"I am waiting to hear."
"You'll never guess!"
"No, I give it up."
"So must Tiny—I never heard a madder idea in my life!"
"Than what, my dear?"
"Her going out with Herbert in the Ballaarat!"
CHAPTER XVIII.
THE THIRD TIME OF ASKING.
December was at hand soon enough, and with the month came Lord Manister for his answer. Though more than slightly nervous he entered the modest house in Kensington with his head very high; and certain inappropriate sensations visited him during the few minutes he was kept waiting in the drawing room. He did not sit down. Then it was Tiny Luttrell who opened the door, and those sensations made good their escape from a bosom in which they had no business. In the living presence of the person one proposes to marry there are some misgivings that had need be impossible—Christina little suspected her privilege of shutting the door on Manister's with her own hand. He sat down at her example.

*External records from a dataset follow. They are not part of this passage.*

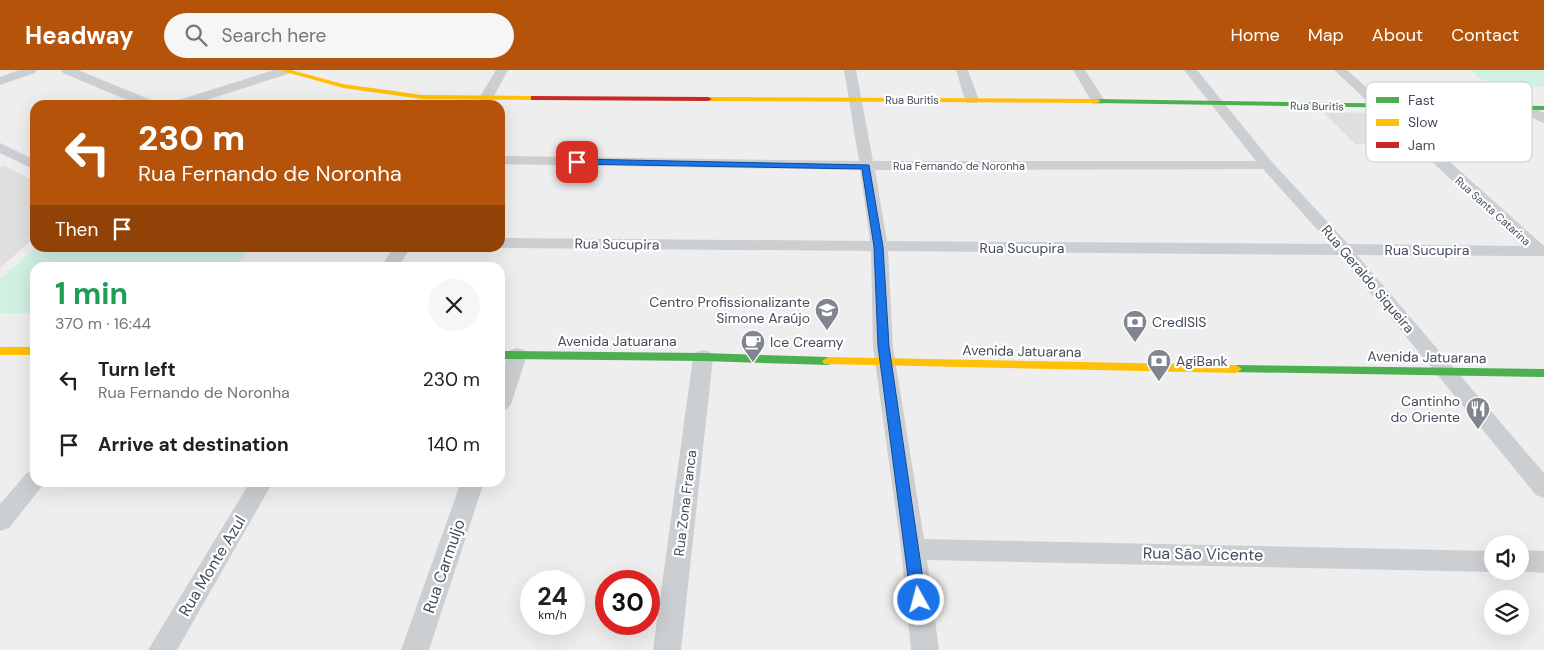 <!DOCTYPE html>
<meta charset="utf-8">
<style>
:root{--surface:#fff;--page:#f6f6f6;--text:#202124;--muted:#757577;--accent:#b45309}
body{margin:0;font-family:"DM Sans",sans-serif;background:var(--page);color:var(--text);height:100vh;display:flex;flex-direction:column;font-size:19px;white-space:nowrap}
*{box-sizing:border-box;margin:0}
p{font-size:16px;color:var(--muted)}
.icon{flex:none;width:28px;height:28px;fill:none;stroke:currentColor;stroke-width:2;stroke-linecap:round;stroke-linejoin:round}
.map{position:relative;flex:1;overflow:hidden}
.side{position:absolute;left:30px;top:192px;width:475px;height:225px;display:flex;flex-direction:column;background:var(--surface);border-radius:15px;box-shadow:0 5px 20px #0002}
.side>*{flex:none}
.top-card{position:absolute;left:30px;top:30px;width:475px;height:152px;border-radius:15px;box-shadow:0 5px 20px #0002;background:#b45309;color:#fff;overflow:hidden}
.controls{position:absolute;left:1484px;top:465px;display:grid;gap:10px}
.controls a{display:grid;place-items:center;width:45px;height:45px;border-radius:50%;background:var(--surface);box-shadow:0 5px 20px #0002;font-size:25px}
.speed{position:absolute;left:520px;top:500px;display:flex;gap:10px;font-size:25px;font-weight:700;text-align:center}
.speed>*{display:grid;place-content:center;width:65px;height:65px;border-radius:50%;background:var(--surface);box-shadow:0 5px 20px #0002;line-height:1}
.speed small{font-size:12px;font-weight:400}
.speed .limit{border:8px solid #d22;background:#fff;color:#111}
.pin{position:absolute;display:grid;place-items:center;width:42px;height:42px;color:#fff;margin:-21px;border-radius:10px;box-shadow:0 2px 8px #0006}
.me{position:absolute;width:55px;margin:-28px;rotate:353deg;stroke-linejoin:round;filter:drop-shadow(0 0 4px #0008)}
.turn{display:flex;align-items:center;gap:18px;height:105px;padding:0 25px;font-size:22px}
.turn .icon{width:65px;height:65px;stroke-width:2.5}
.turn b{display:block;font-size:35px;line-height:42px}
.then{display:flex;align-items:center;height:48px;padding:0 25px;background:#0003;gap:10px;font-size:19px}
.round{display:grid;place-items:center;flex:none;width:52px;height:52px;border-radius:26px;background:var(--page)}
.headline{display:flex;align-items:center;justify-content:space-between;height:85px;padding:0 25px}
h1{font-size:30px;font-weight:700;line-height:38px;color:#1e9e55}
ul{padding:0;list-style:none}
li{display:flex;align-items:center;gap:15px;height:65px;padding:0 25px}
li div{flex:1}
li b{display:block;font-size:19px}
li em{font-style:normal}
header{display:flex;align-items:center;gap:30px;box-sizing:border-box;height:70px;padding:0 25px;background:var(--accent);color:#fff}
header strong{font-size:24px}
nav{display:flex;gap:28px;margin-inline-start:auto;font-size:18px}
.search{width:350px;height:45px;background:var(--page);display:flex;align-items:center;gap:12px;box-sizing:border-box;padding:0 18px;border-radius:28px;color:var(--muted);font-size:19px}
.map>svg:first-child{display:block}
</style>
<header>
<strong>Headway</strong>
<div class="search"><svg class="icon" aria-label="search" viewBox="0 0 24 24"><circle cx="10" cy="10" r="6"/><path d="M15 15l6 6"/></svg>Search here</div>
<nav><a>Home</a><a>Map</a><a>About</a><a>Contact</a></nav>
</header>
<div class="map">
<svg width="1544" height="580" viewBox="0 0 1544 580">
<rect width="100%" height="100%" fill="#efeeee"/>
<g fill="#e0dfe0">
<path d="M1323,42L1376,43L1411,74H1355Z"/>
<path d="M4,96L35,111V167L0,198V97Z"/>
</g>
<g fill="#d0f0e1">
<path d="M1471,0H1544V17L1507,15L1480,9Z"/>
<path d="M36,178H251L235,197L35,198V244L0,243V209Z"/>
</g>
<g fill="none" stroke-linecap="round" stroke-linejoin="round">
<g fill="#cccfd2" fill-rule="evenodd">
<path d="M19,0H37L35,3L0,15V7Z"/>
<path d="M61,0H78L156,32L158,35H139L63,3Z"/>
<path d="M274,0H293L291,3L191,35H170L172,32Z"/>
<path d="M496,0H508L489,35H475Z"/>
<path d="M844,0H856L873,91H1256L1184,0H1197L1272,92L1348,174L1522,176L1334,0H1347L1544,176V186L1357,185L1544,403V428L1536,425L1339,185L888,181L893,277L924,469L1492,481V502L927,490L939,580H911L901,479L873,277L871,181L498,178H500V168L870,171L860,100L500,94V86L859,91ZM1263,99L1330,174L887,171L875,100Z"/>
<path d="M956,0H968L979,30L977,33H967L965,30Z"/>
<path d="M1073,0H1085L1105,31L1103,34H1093Z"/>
<path d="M1529,34L1544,43V53C1536,51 1527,44 1522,38L1524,35Z"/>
<path d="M0,73L35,90V100L0,83Z"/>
<path d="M393,178H410L398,198H380Z"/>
<path d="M517,278L524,280L527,285L511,334L507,339L500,341V305L510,280Z"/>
<path d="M703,280L710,282L713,287L681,580H653L693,287L696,282Z"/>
<path d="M35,400V412H45L43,415L9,458L0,461V434L27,403Z"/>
<path d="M250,412H273L177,580H148Z"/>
<path d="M461,412H484L429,580H401Z"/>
<path d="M1520,480L1544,481V503L1519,501Z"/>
</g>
<g fill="#4caf50" fill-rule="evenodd">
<path d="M1094,29L1544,36V40L1097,33L1093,31Z"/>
<path d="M500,281L703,283L828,287L834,291L828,295L703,291L500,289Z"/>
<path d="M1236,295L1544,299V307L1232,302L1230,299L1232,296Z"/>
</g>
<g fill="#ffc107" fill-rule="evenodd">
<path d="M279,0H291L343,14L422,25L534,26L538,28L534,30L422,29L343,18Z"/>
<path d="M705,27L1097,29L1101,31L1097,33L708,31L704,29Z"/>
<rect x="0" y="277" width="35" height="8"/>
<path d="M828,287L1236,295L1242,299L1236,303L824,294L822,291Z"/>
</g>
<path fill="#c62828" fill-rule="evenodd" d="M531,26L708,27L712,29L708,31L534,30H531Z"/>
</g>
<path fill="#1a73e8" stroke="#114b97" d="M577,89L869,95L883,177L889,276L926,530L924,534L919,536L914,534L911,530L878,276L874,177L862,99L574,94L573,92Z"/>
<defs>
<symbol id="university-pin" viewBox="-11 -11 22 30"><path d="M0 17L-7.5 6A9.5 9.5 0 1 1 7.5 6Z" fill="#80858f" stroke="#fff"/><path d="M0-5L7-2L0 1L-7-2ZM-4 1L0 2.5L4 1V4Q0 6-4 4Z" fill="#fff"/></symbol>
<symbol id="bank-pin" viewBox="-11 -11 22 30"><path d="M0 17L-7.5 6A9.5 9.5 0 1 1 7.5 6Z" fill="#80858f" stroke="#fff"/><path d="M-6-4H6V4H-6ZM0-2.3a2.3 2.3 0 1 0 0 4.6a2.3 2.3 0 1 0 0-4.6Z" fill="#fff"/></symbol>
<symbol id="cafe-pin" viewBox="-11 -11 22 30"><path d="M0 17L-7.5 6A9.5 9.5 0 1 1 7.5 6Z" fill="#80858f" stroke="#fff"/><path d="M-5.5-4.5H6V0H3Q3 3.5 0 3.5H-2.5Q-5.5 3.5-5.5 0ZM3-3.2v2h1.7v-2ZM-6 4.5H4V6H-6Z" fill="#fff"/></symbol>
<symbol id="restaurant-pin" viewBox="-11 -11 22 30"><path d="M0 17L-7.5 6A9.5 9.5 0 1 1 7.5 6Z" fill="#80858f" stroke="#fff"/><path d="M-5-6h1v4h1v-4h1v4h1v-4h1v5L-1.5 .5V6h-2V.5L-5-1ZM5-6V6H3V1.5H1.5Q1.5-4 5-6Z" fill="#fff"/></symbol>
</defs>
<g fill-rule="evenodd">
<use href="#university-pin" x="813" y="226" width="28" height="38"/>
<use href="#bank-pin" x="1121" y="238" width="28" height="38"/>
<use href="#cafe-pin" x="739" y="258" width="28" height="38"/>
<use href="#bank-pin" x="1145" y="277" width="28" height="38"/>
<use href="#restaurant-pin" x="1464" y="325" width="28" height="38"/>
</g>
<g text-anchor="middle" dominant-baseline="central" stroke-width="4.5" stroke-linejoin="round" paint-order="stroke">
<g font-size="11" fill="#444d5c" stroke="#fff">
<text x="912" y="30">Rua Buritís</text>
<text transform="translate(1317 36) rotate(1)">Rua Buritís</text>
<text x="959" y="96">Rua Fernando de Noronha</text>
<text transform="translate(1493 141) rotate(42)">Rua Santa Catarina</text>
</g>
<g font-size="14" fill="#444d5c" stroke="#fff">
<text transform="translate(617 174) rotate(1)">Rua Sucupira</text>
<text x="1022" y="178">Rua Sucupira</text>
<text x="1427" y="180">Rua Sucupira</text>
<text transform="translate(1368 209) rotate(50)">Rua Geraldo Siqueira</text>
<text x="617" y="271">Avenida Jatuarana</text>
<text transform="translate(1022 281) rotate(1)">Avenida Jatuarana</text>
<text transform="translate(1427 287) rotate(1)">Avenida Jatuarana</text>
<text transform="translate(685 433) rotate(-83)">Rua Zona Franca</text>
</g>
<g font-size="14" fill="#444d5c" stroke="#fff" text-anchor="start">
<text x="810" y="232" text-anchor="end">Centro Profissionalizante<tspan x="810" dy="16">Simone Araújo</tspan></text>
<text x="1152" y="252">CredISIS</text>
<text x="770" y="272">Ice Creamy</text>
<text x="1176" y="291">AgiBank</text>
<text x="1460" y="331" text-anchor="end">Cantinho<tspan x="1460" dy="16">do Oriente</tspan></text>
</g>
<g font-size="16" fill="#444d5c" stroke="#fff">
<text transform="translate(1203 484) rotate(1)">Rua São Vicente</text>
<text transform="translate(212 496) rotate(-59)">Rua Monte Azul</text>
<text transform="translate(444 496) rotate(-71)">Rua Carmuljo</text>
</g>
</g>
<rect x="1366" y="12" width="166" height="80" rx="8" fill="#fff" stroke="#c7cace" stroke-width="1"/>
<rect x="1376" y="27" width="23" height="6" fill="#4caf50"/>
<rect x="1376" y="49" width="23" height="7" fill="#ffc107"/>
<rect x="1376" y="72" width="23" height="6" fill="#c62828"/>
<g font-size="14" fill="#444d5c">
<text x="1408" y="35">Fast</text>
<text x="1408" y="57">Slow</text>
<text x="1408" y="80">Jam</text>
</g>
</svg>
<div class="controls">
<a><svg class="icon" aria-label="sound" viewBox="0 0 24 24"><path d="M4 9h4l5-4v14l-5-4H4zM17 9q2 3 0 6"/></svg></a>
<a><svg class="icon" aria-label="layers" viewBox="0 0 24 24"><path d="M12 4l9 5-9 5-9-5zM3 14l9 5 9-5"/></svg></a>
</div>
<div class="speed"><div>24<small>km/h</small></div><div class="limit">30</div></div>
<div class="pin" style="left:577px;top:92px;background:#d93025"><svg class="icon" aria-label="arrive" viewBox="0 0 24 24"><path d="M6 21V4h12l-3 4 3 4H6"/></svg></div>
<svg class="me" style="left:919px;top:530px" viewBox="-20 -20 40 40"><circle r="17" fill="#1a73e8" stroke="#fff" stroke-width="3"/><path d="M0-11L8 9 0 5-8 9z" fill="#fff"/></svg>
<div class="top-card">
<div class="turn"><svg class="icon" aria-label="left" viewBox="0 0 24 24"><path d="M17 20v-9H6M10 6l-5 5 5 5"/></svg><div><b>230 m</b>Rua Fernando de Noronha</div></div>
<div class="then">Then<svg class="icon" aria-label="arrive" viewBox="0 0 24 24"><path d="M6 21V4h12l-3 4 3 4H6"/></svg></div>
</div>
<section class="side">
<div class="headline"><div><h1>1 min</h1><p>370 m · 16:44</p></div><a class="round"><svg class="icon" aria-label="close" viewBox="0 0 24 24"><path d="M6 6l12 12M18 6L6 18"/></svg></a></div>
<ul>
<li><svg class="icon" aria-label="left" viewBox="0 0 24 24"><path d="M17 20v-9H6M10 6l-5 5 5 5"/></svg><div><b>Turn left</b><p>Rua Fernando de Noronha</p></div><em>230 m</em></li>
<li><svg class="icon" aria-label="arrive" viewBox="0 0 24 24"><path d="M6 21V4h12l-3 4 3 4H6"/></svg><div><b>Arrive at destination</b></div><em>140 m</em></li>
</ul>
</section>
</div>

But if he was nervous so was she, and as he came bravely to the point she found it more and more difficult to meet his hungry eyes. It was rather rare for Christina to experience any difficulty of the kind. She rose, and stood in front of the fire, with her back to the room and Lord Manister. There, with her forehead resting on the rim of the mantelpiece (for Tiny that was not far to bend), and while the hot fire scorched her plain gray skirt and gave a needed color to the downcast face, she heard what Manister had to say. Soon she knew that he was saying it with his elbow on one end of the mantelpiece; and liked him for facing her so, and compelling her to face him. But when she found him waiting for his answer, she gave him it without lifting her eyes from the fire.